Thirdly, applying proper randomization and using an appropriate sample size should balance out any effects that social distancing might have had on the microbiome. Additionally, the period of social distancing was relatively short, and normal life has resumed since the end of the pandemic. It could be argued that we are uncertain whether there will be any lasting effects.
Lastly, many other factors, such as genetics, nutrition, lifestyle, and access to healthcare systems, would likely play a more significant role in this context.

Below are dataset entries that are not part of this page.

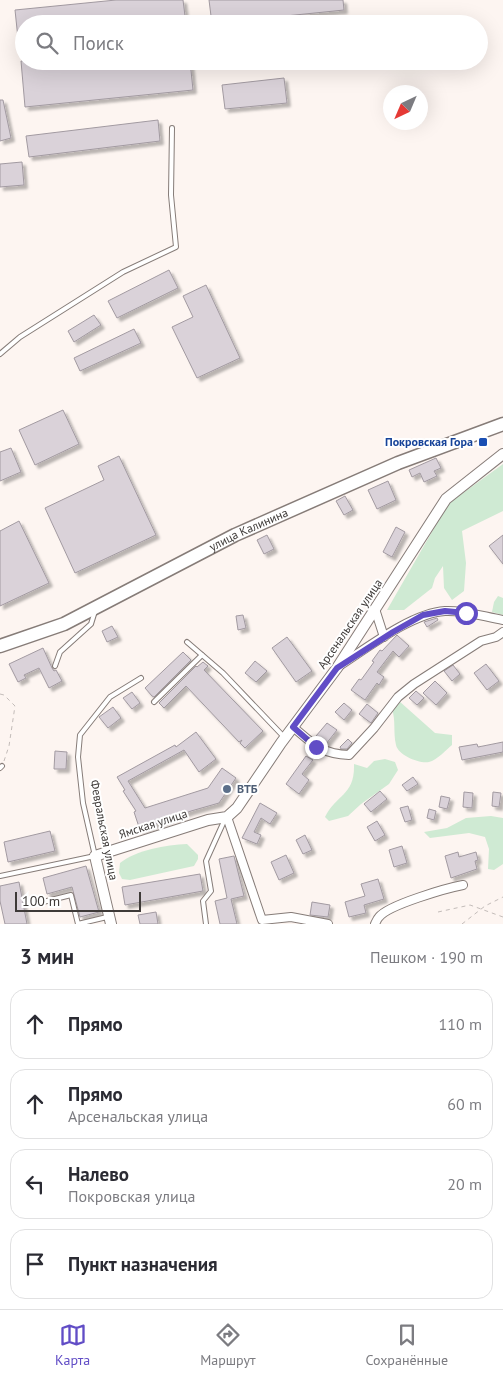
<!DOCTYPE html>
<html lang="ru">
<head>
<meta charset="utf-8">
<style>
	:root { --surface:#fff; --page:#f7f7f7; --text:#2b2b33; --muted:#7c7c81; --line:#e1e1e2; --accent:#614dc6 }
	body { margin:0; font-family:"PT Sans",sans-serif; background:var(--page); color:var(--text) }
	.compass { position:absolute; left:383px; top:85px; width:45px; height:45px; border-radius:50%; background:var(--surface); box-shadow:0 5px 20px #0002; rotate:224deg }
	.scale { position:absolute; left:15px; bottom:12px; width:126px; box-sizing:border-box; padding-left:5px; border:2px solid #3e3a38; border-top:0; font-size:14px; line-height:18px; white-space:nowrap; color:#3e3a38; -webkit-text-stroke:4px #fff; paint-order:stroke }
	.stop { position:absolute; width:15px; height:15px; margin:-11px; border:4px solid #614dc6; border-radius:50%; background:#fff }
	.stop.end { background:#614dc6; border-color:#fff; box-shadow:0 1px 5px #0008 }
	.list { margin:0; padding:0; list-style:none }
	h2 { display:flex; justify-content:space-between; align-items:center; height:65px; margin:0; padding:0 20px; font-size:21px }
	h2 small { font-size:16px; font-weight:400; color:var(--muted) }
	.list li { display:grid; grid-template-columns:32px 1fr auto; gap:15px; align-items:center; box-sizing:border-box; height:70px; margin:0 10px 10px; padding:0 10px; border:1px solid var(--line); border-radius:15px }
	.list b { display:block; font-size:19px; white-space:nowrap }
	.list p { margin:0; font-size:16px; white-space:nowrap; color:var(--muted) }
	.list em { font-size:16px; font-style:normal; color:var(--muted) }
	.icon { flex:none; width:28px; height:28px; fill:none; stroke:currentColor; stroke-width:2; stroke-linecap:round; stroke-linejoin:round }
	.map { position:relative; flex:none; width:503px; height:924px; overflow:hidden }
	.search { position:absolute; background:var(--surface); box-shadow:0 5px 20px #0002; left:15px; right:15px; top:15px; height:55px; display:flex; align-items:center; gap:12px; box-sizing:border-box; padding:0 18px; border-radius:28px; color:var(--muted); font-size:19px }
	.sheet { height:385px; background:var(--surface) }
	nav { display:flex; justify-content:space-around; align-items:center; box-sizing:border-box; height:70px; border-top:1px solid var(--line); background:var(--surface); font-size:14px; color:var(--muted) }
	nav a { display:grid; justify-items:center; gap:2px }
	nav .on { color:var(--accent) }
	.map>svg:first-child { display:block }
</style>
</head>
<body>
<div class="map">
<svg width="503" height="924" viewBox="0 0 503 924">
	<defs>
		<filter id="shadow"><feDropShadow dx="3.5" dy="3.5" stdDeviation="1" flood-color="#0004"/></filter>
	</defs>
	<rect width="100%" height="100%" fill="#fdf5f1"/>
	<g fill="#cfead3">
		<polygon points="503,464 503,511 462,531 466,563 464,591 452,600 444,588 443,566 435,578 432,588 404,610 387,610 448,504"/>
		<polygon points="498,596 503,598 503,615 492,612 494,602"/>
		<path d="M 399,701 L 435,733 L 452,735 L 452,745 C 446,750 437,760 429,762 C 419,764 398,755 396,745 C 393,732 396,721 392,709 Z"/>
		<path d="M 385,759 L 395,762 L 398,770 L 389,784 L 361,804 L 348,816 L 329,821 L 325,817 C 336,794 355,796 354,764 L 367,768 L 374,761 Z"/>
		<polygon points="491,816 503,818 503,864 494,870 488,869 489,849 485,837 469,833 430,838 424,832 447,828 466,818"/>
		<path d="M 187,844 L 198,855 L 198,859 L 194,866 L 130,880 L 122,879 L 119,873 L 120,863 C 136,850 166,845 187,844 Z"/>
	</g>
	<g fill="#dad2d9" stroke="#a29aa1" filter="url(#shadow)">
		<polygon points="116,0 183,0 186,24 24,24 24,48 19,48 15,10"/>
		<polygon points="209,0 343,0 344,10 266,18 267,24 212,24"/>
		<polygon points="21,61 190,61 193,90 25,107"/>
		<polygon points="284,78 287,103 225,109 222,85"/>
		<polygon points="0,100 3,100 11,138 0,141"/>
		<polygon points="158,120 160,141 29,157 26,136"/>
		<polygon points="22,162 24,185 0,187 0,164"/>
		<polygon points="169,270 178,288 117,318 108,301"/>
		<polygon points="206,285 240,358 197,378 172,327 193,317 183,296"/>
		<polygon points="94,315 101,325 74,342 68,331"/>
		<polygon points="134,329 141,343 80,371 74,358"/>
		<polygon points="63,410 79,444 35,465 19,430"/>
		<polygon points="11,448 21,472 0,481 0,452"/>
		<polygon points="119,456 156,535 75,573 45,508 104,480 98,466"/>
		<polygon points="436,458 441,468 434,471 437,476 424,482 420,473 412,477 409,470"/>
		<polygon points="388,481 396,500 377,509 368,490"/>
		<polygon points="345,496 353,510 344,515 336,501"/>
		<polygon points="19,521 49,583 0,606 0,531"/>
		<polygon points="396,527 405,532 392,557 383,552"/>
		<polygon points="267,535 274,549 264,554 257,540"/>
		<polygon points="503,535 503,564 489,546"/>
		<polygon points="243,615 246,628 238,630 236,616"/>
		<polygon points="437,618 438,620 427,627 424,622"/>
		<polygon points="112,626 118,637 107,642 102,631"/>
		<polygon points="397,635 409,646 399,657 393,651 377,672 384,677 379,685 377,683 365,700 351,690 359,679 361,680 374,662 372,661 380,650 382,651"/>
		<polygon points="287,637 312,671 296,682 272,648"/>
		<polygon points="43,648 52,668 54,671 56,670 62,681 49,688 39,668 24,675 26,678 18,682 9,664"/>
		<polygon points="183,652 191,660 154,697 152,696 145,688"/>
		<polygon points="255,661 267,671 256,682 245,673"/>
		<polygon points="203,662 208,666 204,670 263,731 245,748 240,743 242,740 239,742 186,686 164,708 159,703 196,666 197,667"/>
		<polygon points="486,664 499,681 487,690 474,673"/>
		<polygon points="453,665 460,674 452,681 444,671"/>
		<polygon points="435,681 447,693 436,705 423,693"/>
		<polygon points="416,691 424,698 417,705 409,698"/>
		<polygon points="132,692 140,703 132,709 123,698"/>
		<polygon points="344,703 352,710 344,720 335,712"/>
		<polygon points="367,704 378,713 371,723 359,714"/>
		<polygon points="113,707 121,718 108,728 99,717"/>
		<polygon points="327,723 337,730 326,744 316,736"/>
		<polygon points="196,732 216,759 199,772 184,750 128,781 145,808 208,788 222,768 236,778 219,803 191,811 140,830 134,812 136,811 123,791 125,790 117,777 175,745 176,747"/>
		<polygon points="348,739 352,743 347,749 341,749 340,747"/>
		<polygon points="503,742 503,752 462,760 459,747 477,744 478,747"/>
		<polygon points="55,751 67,752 66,769 54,769"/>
		<polygon points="306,756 313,760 302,774 309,780 299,794 286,784"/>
		<polygon points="413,777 418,784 407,791 402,785"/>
		<polygon points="380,791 387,799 371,812 364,804"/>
		<polygon points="464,792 473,793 472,808 463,807"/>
		<polygon points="493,792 501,793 499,807 492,806"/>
		<polygon points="441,796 450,798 447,809 439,807"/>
		<polygon points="260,803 277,813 270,824 261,818 254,832 261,835 257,844 242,838"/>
		<polygon points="408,806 412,820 405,822 400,808"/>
		<polygon points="429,809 436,811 434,820 427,818"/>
		<polygon points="377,821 385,835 375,841 367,827"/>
		<polygon points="50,831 55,851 8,862 4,842"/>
		<polygon points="305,835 312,850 303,854 296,840"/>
		<polygon points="402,846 407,863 394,867 389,850"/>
		<polygon points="458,852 459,857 476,852 478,860 475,861 477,869 451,878 445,856"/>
		<polygon points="286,855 294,873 279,880 271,862"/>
		<polygon points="234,856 244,896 231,899 237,924 220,924 215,901 227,898 219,859"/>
		<polygon points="86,866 99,912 80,917 72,887 47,894 43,878"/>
		<polygon points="200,874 203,891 125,905 122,887"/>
		<polygon points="378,879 384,899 364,905 366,913 349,917 345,902 365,896 361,884"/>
		<polygon points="19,882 27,924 5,924 0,901 0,886"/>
		<polygon points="312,902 330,905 328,917 310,915"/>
		<polygon points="156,912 158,924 140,924 138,915"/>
	</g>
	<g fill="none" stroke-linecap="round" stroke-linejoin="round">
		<defs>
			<g id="service">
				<polyline points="0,354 20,337 123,272 176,247 171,195 172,128"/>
				<polyline points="187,642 223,673 285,738"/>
				<polyline points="55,666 60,652 91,624 95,611"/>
				<polyline points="154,702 202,655"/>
				<polyline points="0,768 2,766"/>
				<polyline points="0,876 95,856 83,803 78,757 80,735 110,697 141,678"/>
				<polyline points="43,902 71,895 78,924 107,917"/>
				<polyline points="206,924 203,901 211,891 206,861 225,819"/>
			</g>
			<g id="minor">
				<polyline points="375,609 384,637"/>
				<path d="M 339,666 C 367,648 412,613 445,611 C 464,610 485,617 503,620"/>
				<path d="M 293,727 C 313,744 321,754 349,755 L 374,728 L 398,697 L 414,684 L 481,641 L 496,637 L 503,632"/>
				<polyline points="227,817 262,920 291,917 328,924"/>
				<path d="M 375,924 C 376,922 377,919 379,917 C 388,905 447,888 463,885"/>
			</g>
			<polyline id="tertiary" points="111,924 95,856 208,820 227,817 237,808 281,743 337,668 446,499 503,454"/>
			<g id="primary">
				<path id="s1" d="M 0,646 L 64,624 L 235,535 L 398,463 L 503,424"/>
			</g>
		</defs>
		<use href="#service" stroke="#867c78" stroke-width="6"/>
		<use href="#minor" stroke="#867c78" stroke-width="10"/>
		<use href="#tertiary" stroke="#867c78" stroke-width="12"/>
		<use href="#primary" stroke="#867c78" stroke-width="15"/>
		<g stroke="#c3bcb9" stroke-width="1" stroke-dasharray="4 4" stroke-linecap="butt">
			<polyline points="0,694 4,695 15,706 9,746 4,761"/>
			<polyline points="438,912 470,905 503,917"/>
			<polyline points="462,924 485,906 503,897"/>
		</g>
		<use href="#service" stroke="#fff" stroke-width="4"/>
		<use href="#minor" stroke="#fff" stroke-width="8"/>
		<use href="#tertiary" stroke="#fff" stroke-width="10"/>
		<use href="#primary" stroke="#fff" stroke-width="12"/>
	</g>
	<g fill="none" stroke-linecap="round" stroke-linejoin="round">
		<polyline stroke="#614dc6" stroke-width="6" points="316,747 293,727 337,668 393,632 423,615 445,611 466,613"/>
	</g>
	<rect fill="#1a4fb4" stroke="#fff" stroke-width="2" x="478" y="437" width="10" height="10" rx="2.5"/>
	<circle fill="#5c6f8a" stroke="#fff" stroke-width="2" cx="227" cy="789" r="5"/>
	<g text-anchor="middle" stroke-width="4" stroke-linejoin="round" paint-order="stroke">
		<g font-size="12" font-weight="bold" fill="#164399" stroke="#fff" text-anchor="end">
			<text x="473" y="446">Покровская Гора</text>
		</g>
		<g font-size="12" fill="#3e3a38" stroke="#fff">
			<text dy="4" stroke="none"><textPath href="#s1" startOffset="275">улица Калинина</textPath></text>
			<text transform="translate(350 624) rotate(-56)" y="4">Арсенальская улица</text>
			<text transform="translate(153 824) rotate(-18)" y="4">Ямская улица</text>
			<text transform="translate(104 830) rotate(79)" y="4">Февральская улица</text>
		</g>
		<g font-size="12" font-weight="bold" fill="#4e5e75" stroke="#fff" text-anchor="start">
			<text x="237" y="793">ВТБ</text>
		</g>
	</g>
</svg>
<svg class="compass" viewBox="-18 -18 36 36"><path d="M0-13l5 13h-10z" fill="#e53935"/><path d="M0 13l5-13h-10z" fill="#7c7c81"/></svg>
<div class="scale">100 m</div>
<div class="stop" style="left:466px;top:613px"></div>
<div class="stop end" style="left:316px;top:747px"></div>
<div class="search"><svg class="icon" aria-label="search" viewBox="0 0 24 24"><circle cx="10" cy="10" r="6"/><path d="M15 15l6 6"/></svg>Поиск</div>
</div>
<section class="sheet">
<h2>3 мин<small>Пешком · 190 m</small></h2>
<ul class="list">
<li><svg class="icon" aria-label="ahead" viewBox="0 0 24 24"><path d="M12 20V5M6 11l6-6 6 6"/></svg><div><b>Прямо</b></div><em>110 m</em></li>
<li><svg class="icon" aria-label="ahead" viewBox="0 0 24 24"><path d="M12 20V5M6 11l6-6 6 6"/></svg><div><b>Прямо</b><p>Арсенальская улица</p></div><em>60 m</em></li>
<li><svg class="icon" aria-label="left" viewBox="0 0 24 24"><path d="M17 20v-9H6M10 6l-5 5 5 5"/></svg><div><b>Налево</b><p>Покровская улица</p></div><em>20 m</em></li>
<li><svg class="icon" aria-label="arrive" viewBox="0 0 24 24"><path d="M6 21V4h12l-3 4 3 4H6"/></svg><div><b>Пункт назначения</b></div></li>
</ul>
</section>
<nav>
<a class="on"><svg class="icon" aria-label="map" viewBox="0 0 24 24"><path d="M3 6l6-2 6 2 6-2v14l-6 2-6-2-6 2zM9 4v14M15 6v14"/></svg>Карта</a>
<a><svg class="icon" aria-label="directions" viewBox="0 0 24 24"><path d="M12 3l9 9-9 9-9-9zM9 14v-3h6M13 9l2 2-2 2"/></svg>Маршрут</a>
<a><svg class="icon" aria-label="saved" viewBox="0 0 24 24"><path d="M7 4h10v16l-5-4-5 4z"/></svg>Сохранённые</a>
</nav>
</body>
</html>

In conclusion, if this argument proves valid, we could extrapolate that all prognostic, diagnostic, cross-sectional, and interventional studies should account for the potential confounding effect of closeness differences when designing studies that involve body microbiota. This possible confounding variable would also impact allocation methods and sample size determination formulas used in clinical trials. This opinion has important implications for pharmacological, microbial, and infection studies, both clinically and epidemiologically. Furthermore, it underscores the need to develop practical tools for measuring closeness as a confounding factor, both qualitatively and quantitatively, for future preparedness.
Aesthetically, I like to refer to this confounding phenomenon as “French Kiss Bias”, even though we know oral and gut microbiota are transmitted via multiple routes.
Declarations
Funding
This research received no specific grant from any funding agency, whether commercial or not-for-profit.
Conflict of interest
The author declares no competing interests.
Authors’ contributions
RR is the sole author of this manuscript.